The temple is divided into several precincts with different temples and chapels dedicated to different gods and pharaohs. You definitely have to have your Egyptologist with you to keep it all straight. It has colossal statues, towering columns, intricate carvings, and extravagant decorations that reflect the grandeur of ancient Egyptian architecture and art. One of the most impressive features of the Temple of Karnak is the Hypostyle Hall, which boasts an impressive forest of over 130 towering columns. (See the photos).
After visiting the temple, it was time for a change of pace—and change we did. We headed to the Papyrus Institute in Luxor, a fun and unique destination that offers visitors a fascinating insight into the ancient art of papyrus making. Here, we see how papyrus is made, from the harvesting of the reeds to the final product that is covered in colorful hieroglyphics and illustrations. We even got to paint our own papyrus creation with our name written in hieroglyphics to take home as a one-of-a-kind souvenir! This was a great way to learn something new about ancient Egypt while getting our hands dirty in the process.
After a late lunch, we set off to the Temple of Luxor, a spectacular ancient temple located in the city of Luxor, Egypt. It was built over a period of hundreds of years, with construction beginning around 1400 BC during the reign of Amenhotep III and continuing through to the reign of Tutankhamun (King Tut) and beyond.

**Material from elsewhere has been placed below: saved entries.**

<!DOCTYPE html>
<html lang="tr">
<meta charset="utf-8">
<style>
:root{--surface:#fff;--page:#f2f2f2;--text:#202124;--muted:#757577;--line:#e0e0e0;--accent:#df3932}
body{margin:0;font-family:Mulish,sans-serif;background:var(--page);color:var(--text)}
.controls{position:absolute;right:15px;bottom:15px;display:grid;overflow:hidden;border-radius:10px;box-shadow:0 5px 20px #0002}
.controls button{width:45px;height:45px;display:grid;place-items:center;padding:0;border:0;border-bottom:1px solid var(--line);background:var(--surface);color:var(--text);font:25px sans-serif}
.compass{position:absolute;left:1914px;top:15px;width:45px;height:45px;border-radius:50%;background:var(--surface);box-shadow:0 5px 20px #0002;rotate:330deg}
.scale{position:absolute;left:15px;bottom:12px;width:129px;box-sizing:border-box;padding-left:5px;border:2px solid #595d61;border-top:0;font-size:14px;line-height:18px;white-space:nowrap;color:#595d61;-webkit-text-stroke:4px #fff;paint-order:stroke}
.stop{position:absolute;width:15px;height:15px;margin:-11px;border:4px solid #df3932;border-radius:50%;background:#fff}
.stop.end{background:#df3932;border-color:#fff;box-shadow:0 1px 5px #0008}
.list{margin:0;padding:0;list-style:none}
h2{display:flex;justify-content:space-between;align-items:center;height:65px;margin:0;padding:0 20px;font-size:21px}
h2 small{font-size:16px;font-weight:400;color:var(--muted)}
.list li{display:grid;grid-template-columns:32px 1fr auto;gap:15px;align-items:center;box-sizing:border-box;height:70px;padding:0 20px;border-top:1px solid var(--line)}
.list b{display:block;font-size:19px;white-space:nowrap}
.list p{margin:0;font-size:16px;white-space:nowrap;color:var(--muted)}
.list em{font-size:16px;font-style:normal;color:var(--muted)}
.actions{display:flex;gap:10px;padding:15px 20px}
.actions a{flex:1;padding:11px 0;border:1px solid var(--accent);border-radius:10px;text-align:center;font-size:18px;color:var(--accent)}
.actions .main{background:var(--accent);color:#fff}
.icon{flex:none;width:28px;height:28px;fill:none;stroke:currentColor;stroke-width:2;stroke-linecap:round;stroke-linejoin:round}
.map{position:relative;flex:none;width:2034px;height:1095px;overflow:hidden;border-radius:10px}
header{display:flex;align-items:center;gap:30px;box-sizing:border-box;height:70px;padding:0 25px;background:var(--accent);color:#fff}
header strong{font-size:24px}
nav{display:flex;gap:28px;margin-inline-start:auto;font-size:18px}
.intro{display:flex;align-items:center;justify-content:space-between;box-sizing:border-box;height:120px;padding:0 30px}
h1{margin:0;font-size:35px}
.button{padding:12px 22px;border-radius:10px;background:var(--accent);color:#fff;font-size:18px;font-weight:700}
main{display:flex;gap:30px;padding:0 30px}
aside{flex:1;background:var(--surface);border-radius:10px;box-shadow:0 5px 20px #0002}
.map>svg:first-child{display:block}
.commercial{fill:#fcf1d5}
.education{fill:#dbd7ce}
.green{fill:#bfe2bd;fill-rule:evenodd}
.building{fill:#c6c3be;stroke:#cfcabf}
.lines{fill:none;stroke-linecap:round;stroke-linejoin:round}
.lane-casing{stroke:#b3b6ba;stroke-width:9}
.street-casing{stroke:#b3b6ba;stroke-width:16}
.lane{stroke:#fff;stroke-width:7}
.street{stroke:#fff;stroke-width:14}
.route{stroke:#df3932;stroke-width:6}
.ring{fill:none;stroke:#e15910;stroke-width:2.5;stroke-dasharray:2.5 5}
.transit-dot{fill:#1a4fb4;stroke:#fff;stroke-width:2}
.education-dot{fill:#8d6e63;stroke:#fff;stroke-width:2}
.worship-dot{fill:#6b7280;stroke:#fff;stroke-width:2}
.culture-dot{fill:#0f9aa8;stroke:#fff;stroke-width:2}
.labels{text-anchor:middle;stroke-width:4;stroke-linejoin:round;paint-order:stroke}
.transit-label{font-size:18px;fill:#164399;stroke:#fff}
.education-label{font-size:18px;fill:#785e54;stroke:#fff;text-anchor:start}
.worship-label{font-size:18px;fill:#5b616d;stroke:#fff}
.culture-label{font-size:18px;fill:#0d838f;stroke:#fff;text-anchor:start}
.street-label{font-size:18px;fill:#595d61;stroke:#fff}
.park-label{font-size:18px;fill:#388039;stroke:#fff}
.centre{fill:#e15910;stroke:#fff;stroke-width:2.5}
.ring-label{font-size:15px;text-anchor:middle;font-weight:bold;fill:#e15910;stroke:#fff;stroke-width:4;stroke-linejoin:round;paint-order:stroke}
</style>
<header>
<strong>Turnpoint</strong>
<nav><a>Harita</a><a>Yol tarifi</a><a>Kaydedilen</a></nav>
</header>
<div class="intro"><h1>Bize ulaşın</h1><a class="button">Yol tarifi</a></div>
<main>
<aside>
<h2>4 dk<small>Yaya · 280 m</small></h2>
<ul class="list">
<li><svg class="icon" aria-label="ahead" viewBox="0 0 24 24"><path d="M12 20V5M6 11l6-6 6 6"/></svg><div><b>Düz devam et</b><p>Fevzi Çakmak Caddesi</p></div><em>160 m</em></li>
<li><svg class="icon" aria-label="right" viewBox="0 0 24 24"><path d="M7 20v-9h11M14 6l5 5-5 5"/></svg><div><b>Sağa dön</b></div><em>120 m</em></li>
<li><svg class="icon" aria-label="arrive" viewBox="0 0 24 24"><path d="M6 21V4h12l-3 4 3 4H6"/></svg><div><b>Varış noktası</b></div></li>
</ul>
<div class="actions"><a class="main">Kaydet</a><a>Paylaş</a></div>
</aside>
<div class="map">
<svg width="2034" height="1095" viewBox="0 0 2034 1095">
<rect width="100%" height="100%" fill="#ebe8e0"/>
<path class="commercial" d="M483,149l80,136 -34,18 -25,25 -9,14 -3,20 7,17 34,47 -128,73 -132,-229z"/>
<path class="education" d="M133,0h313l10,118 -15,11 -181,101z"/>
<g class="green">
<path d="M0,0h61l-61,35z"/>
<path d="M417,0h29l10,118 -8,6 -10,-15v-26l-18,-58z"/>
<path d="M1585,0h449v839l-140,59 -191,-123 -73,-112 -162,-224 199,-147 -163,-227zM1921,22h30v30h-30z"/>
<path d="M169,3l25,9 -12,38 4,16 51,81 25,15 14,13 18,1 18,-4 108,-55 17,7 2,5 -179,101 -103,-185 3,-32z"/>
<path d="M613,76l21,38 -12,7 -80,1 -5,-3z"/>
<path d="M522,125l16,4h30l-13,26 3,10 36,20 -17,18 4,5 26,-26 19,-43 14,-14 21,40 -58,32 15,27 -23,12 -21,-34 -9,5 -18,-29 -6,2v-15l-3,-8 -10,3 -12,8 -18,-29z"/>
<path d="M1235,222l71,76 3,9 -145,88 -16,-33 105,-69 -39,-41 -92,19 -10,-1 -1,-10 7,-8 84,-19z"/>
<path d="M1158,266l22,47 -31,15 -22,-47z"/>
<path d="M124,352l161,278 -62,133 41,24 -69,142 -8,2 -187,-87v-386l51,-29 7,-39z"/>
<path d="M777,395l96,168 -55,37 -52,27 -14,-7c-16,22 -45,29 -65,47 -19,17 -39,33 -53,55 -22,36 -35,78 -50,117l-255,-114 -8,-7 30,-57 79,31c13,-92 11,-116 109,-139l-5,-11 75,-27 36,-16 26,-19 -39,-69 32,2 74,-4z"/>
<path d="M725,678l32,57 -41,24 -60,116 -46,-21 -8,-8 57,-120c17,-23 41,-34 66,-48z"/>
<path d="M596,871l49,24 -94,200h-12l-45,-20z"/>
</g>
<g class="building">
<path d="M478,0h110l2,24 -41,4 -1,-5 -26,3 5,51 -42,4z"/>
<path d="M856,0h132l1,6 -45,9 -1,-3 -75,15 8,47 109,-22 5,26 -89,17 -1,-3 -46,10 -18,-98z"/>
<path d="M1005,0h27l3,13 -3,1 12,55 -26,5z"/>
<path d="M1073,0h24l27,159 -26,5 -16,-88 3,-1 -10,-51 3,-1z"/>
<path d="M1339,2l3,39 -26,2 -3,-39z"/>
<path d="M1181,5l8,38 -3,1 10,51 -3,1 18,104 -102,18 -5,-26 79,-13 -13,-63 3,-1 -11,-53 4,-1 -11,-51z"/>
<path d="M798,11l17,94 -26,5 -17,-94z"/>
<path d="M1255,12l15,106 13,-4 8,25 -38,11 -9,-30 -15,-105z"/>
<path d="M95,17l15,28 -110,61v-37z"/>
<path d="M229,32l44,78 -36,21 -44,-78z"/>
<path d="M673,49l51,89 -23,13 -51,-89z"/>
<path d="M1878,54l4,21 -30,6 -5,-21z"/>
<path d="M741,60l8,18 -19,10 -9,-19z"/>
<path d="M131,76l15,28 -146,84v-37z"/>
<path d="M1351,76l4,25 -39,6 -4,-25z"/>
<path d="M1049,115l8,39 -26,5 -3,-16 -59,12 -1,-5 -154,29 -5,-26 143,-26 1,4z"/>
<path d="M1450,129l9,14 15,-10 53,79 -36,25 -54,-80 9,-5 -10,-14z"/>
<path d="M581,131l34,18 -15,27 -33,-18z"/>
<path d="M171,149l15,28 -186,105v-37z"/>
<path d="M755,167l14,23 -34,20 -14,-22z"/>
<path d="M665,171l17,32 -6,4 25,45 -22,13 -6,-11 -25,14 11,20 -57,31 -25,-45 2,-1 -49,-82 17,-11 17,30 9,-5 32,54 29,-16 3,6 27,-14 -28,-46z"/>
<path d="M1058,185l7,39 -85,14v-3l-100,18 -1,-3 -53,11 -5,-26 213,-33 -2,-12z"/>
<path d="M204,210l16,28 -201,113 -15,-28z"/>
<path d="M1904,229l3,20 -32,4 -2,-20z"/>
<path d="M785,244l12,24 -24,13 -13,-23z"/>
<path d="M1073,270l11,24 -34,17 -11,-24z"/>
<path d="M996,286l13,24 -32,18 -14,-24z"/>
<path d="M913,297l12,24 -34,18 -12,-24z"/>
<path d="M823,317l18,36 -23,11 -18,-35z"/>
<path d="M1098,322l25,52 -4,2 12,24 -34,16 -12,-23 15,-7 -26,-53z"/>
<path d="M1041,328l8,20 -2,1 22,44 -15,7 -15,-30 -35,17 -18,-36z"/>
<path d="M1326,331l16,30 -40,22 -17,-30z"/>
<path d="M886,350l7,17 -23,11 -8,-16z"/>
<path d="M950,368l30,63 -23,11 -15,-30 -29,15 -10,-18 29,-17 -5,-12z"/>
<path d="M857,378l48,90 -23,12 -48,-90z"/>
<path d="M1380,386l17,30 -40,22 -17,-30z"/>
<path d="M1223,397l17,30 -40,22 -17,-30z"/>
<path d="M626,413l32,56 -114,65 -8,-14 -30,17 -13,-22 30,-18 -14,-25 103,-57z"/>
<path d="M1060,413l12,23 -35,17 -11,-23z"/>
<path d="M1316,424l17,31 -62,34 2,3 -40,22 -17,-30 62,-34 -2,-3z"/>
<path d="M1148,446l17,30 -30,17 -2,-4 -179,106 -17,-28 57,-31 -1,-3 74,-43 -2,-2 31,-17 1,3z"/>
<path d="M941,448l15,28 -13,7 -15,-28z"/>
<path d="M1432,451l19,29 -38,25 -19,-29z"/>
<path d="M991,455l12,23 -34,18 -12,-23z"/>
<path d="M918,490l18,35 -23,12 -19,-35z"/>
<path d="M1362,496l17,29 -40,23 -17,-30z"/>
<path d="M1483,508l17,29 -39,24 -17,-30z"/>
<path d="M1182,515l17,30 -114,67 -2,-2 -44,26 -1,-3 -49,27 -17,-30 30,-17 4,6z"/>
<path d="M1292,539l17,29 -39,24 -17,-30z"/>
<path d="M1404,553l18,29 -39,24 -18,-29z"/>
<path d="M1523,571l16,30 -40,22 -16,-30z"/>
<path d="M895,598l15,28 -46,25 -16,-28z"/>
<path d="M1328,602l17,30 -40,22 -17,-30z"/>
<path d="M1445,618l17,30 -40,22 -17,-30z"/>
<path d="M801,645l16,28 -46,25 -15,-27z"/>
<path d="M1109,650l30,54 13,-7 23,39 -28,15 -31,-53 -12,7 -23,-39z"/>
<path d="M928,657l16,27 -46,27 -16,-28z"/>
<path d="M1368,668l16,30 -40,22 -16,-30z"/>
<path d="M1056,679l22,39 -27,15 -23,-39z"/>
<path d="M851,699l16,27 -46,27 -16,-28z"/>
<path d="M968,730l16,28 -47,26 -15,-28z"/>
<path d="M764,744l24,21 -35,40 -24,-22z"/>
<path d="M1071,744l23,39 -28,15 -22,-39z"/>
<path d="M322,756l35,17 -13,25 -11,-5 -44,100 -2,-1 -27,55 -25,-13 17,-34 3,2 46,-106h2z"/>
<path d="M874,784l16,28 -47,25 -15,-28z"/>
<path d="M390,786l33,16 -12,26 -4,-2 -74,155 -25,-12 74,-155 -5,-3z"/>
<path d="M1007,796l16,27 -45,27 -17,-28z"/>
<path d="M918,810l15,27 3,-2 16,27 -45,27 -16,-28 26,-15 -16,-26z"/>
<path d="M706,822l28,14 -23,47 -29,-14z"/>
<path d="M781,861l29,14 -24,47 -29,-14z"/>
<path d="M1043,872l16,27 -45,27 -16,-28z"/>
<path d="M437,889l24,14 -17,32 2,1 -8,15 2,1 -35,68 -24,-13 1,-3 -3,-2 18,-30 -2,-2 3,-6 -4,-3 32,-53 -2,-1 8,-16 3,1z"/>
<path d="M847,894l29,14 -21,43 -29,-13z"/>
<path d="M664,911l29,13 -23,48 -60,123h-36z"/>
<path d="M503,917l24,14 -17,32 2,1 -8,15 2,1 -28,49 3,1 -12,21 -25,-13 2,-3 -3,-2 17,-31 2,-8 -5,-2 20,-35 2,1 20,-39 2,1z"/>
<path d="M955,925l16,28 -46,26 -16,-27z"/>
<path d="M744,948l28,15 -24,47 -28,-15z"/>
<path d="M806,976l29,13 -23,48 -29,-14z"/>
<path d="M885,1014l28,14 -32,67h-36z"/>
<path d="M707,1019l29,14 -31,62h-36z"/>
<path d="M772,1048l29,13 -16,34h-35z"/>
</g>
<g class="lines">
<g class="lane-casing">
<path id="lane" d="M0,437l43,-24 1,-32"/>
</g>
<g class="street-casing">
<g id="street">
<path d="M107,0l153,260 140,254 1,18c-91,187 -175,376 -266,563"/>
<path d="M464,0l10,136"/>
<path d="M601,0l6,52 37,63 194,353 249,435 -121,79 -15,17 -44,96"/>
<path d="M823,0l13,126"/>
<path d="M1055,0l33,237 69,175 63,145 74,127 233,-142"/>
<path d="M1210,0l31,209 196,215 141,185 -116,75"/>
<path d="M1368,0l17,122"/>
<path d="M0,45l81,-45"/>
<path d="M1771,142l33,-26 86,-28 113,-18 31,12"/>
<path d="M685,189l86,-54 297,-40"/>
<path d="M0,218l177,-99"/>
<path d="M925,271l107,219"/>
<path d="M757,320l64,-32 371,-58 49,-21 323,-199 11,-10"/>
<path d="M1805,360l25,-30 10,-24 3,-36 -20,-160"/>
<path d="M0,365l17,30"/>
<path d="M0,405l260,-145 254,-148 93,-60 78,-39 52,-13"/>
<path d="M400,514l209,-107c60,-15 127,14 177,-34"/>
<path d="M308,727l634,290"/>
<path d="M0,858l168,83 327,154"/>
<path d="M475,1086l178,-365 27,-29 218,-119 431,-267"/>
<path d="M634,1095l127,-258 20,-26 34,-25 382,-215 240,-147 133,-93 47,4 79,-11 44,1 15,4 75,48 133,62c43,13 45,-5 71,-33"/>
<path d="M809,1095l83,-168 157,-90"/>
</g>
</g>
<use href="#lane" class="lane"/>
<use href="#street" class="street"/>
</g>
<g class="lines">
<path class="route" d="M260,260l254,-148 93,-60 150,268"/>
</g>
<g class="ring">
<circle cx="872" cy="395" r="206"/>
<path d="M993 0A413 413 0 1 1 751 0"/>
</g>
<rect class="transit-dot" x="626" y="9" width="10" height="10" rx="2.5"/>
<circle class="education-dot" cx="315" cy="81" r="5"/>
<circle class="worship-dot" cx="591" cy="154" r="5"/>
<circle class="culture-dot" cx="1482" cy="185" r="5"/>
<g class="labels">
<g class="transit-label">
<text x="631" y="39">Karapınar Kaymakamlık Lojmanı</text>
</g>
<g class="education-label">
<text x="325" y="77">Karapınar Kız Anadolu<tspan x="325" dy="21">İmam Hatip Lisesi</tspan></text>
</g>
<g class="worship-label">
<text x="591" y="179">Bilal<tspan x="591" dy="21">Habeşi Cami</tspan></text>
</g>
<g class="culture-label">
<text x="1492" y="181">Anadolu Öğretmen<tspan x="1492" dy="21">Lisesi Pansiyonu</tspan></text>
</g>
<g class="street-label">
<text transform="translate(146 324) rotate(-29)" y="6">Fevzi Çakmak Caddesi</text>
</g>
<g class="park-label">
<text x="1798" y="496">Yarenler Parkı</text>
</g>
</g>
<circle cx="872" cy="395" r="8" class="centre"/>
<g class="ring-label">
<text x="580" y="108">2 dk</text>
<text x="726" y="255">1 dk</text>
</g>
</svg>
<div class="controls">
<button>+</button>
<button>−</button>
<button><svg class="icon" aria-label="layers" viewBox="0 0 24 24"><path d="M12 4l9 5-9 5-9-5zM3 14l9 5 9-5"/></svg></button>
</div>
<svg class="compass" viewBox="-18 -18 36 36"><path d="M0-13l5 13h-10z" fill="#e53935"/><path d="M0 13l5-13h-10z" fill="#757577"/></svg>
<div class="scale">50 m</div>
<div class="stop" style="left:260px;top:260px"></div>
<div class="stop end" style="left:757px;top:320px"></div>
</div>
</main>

The temple is dedicated to the god Amun, who was one of the most important gods in ancient Egyptian religion. It, of course, like many of the temples we have seen features a grand entrance, towering columns, intricate carvings, and glowing statues that tell the stories of the pharaohs and the gods. But here there is a very unique feature— the avenue of sphinxes that leads up to the entrance of the temple. This majestic avenue is lined by hundreds of sphinx statues, that stretch for over a mile between this temple and the Temple of Karnak. You can walk down this avenue between these massive sphinxes for as far as the eye can see. This was certainly a great way to end our day.